The neighbour is the boy’s grandmother (his mum drops him off there most days after school) and while she seems nice, I don’t actually know her well. We wave, chat briefly over the fence, but we’ve never had a proper conversation or anything.

What’s bothering me is that nearly every time DD comes back from playing, she’s eaten a whole meal over there. Not just a snack - an actual meal. Things like sausage rolls, fish fingers, chips, even dessert. She came back yesterday saying she had trifle. TRIFLE. She’s 6. She doesn’t even know what trifle is at home.

We’re vegan as a family and although we’ve never made a big deal out of it, I think they know. DD has mentioned it and I’ve said things like “oh she won’t eat that, we don’t do meat”. But they clearly feed her meat anyway. I don’t want to be the overbearing food mum but I feel a bit… undermined?

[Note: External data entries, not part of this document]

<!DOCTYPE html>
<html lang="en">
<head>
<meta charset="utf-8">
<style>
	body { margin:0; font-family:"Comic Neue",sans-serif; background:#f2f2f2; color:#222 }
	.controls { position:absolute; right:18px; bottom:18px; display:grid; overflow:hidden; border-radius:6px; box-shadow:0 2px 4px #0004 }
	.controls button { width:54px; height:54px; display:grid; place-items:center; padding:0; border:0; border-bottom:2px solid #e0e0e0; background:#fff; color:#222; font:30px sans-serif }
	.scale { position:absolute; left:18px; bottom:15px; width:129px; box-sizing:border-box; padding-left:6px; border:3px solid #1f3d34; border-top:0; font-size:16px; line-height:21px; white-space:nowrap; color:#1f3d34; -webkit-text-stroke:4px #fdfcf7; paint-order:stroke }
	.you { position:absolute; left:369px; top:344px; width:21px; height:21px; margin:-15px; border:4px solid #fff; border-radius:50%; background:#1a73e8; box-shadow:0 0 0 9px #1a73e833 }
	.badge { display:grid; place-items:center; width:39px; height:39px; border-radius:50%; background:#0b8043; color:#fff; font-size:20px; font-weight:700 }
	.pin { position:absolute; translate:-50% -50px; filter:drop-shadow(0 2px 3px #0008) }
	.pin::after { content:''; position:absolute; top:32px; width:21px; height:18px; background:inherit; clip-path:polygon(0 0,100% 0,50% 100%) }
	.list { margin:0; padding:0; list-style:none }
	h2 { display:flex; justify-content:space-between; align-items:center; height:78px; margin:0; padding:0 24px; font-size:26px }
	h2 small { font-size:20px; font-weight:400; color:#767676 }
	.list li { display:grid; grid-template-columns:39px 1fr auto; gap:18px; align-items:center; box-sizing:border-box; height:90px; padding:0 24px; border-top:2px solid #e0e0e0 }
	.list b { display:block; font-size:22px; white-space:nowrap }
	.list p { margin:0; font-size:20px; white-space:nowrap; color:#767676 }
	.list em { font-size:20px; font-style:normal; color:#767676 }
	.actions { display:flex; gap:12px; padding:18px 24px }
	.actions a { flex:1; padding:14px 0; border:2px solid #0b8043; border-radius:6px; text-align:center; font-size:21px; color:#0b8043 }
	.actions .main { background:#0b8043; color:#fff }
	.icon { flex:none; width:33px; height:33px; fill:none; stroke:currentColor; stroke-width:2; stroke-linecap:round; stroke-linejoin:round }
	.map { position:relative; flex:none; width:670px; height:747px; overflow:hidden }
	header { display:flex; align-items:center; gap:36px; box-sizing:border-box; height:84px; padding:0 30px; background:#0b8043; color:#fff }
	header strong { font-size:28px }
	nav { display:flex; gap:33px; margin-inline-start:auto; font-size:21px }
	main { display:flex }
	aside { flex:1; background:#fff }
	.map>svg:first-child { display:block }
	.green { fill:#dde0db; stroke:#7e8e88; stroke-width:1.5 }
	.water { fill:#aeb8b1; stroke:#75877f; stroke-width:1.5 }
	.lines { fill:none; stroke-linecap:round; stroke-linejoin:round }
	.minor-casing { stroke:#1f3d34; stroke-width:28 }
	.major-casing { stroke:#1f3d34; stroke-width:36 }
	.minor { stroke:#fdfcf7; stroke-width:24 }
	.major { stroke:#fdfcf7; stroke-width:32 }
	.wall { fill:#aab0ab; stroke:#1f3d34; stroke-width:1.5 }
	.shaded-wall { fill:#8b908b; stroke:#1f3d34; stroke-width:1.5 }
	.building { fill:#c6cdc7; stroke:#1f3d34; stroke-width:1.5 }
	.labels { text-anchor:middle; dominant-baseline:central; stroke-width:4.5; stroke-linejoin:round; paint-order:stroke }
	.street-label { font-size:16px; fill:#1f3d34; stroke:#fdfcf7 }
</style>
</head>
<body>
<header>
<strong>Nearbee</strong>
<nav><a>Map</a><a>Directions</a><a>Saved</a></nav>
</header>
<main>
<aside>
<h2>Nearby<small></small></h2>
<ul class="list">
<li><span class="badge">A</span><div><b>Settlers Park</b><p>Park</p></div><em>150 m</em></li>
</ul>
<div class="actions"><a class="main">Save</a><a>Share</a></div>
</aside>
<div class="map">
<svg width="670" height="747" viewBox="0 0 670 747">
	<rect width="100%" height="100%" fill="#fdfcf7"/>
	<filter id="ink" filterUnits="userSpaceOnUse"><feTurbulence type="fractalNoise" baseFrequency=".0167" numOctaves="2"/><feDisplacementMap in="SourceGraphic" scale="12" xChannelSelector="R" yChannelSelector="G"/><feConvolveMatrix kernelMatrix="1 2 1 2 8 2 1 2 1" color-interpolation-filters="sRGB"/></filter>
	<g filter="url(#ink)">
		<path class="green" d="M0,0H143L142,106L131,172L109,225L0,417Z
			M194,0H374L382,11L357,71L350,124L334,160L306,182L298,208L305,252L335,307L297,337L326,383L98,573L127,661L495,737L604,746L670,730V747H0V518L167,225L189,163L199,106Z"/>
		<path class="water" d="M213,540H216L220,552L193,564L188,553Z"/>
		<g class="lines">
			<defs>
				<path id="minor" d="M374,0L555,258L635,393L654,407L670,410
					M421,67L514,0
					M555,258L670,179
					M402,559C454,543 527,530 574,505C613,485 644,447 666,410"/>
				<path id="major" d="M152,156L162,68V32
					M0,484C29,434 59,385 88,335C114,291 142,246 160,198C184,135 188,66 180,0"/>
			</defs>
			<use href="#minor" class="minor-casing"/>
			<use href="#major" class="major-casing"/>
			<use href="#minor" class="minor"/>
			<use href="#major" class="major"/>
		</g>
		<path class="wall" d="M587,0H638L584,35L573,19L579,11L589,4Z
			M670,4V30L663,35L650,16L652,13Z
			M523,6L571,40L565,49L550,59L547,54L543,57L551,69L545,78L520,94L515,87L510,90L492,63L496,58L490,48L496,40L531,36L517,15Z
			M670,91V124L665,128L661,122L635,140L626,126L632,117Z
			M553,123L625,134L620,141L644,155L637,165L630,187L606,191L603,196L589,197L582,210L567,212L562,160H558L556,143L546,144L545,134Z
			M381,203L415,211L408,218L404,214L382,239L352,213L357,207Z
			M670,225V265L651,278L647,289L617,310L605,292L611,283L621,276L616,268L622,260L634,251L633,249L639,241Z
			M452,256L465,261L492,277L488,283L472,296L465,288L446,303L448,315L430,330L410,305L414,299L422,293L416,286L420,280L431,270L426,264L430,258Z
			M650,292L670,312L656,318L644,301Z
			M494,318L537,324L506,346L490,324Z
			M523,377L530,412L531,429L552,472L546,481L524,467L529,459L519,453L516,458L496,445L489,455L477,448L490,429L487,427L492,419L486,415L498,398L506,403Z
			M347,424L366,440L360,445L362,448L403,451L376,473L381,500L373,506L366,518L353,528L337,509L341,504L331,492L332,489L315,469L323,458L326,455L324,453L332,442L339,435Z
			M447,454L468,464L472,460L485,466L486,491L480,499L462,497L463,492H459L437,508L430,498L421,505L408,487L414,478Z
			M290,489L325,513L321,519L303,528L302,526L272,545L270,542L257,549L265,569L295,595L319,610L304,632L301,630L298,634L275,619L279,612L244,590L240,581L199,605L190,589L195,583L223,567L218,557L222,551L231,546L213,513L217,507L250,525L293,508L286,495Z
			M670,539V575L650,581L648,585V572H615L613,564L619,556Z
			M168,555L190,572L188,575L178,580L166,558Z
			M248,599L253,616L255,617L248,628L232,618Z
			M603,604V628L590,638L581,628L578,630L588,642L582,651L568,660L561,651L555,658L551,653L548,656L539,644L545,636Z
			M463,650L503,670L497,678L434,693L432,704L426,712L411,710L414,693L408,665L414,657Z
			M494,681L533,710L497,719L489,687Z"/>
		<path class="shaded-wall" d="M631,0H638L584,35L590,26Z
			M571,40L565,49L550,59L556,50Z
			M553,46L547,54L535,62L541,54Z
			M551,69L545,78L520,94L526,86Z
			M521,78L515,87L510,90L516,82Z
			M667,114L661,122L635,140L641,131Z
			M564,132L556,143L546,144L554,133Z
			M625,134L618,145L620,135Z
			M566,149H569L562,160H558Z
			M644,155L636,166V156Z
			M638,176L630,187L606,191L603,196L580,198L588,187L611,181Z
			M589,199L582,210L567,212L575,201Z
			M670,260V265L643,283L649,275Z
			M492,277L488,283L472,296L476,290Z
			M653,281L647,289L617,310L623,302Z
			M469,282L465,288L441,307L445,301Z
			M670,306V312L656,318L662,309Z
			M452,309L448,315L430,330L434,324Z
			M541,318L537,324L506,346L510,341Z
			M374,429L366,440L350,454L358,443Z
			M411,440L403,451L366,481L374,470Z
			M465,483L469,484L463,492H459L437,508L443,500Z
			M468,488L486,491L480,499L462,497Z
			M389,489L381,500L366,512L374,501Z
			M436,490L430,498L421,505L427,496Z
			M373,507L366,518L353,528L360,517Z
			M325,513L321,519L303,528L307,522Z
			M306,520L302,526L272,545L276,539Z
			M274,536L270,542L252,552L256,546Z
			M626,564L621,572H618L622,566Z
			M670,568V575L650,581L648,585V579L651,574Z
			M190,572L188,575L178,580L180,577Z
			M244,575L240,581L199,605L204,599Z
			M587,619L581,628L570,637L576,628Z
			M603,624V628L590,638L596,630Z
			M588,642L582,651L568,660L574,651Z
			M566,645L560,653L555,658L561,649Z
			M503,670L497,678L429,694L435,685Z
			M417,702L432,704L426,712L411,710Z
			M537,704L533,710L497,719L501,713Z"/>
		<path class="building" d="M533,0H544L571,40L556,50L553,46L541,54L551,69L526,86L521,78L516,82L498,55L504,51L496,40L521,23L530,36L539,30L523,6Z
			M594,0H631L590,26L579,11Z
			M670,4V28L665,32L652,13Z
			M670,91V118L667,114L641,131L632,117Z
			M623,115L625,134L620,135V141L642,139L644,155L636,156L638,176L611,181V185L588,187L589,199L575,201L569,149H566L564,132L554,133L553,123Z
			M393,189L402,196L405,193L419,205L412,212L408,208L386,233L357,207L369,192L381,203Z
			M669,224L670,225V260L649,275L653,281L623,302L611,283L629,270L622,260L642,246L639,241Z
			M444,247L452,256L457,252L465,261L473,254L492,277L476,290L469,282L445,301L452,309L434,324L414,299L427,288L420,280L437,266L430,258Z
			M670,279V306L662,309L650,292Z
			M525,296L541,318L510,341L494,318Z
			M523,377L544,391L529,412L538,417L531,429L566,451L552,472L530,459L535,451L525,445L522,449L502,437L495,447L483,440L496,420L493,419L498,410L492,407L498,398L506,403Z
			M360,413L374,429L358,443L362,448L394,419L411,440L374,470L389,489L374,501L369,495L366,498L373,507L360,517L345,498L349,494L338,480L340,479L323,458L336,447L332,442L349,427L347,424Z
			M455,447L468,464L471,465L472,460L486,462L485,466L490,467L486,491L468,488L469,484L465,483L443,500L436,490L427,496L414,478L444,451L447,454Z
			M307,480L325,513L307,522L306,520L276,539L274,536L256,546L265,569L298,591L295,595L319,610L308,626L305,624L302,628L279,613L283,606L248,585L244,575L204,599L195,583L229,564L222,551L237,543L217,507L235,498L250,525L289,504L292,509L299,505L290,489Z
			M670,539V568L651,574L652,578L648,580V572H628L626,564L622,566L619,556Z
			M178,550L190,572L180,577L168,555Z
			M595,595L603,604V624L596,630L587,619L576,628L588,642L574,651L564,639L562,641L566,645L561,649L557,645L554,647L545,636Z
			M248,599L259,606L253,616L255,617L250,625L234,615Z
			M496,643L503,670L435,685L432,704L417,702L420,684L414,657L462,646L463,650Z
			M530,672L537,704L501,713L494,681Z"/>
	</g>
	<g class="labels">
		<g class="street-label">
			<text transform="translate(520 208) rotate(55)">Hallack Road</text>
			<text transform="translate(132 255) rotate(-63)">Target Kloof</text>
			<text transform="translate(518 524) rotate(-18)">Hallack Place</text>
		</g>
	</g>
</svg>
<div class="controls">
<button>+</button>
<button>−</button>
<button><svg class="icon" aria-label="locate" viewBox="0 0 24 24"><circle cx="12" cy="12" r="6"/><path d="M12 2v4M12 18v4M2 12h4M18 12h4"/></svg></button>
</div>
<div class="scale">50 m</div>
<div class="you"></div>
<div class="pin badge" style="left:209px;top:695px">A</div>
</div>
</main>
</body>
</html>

DH says it’s harmless and to let it go. He thinks I’m being precious and that a few fish fingers won’t kill her. Which, fair. But I just feel a bit odd about it all. I never gave permission for them to feed her, and it’s happening regularly now. It feels like they’re doing us a favour we didn’t ask for, and I can’t tell if I’m being rude by not saying thank you or being walked over by not saying stop.

Would it be completely out of order to ask them not to feed her anymore? Or at least ask what they’re giving her? I’m not trying to start neighbour wars but it’s making me a bit anxious now.

WWYD?

Sounds as though they are just being kind. We have great neighbours we get along really well with we do know each other well long conversations sat out with kids playing for hours both of us are guilty of sharing food sheets ice creams the kids are happy and supervised so it's all good. Vegan as a family is obviously your choice and right but I think you will always struggle with others potentially not understanding. If it's really important to you them maybe a gentle chat or make sure she isn't there long enough. Also not my business but your child has a right to choose what she likes to eat and it sounds as though she has no options. I have a friend who's children do not have hardly any dairy meat it's all organic veg fruit no cakes unless home baked with no sugar the kids are 3 and 1.5 and I honestly feel sorry for them it's over the top and in my view could force them to do a 360 as adults. I have never fussed with my kids food they are all healthy and eat anything pretty much I hate fish but still offered it and cooked it they all love it.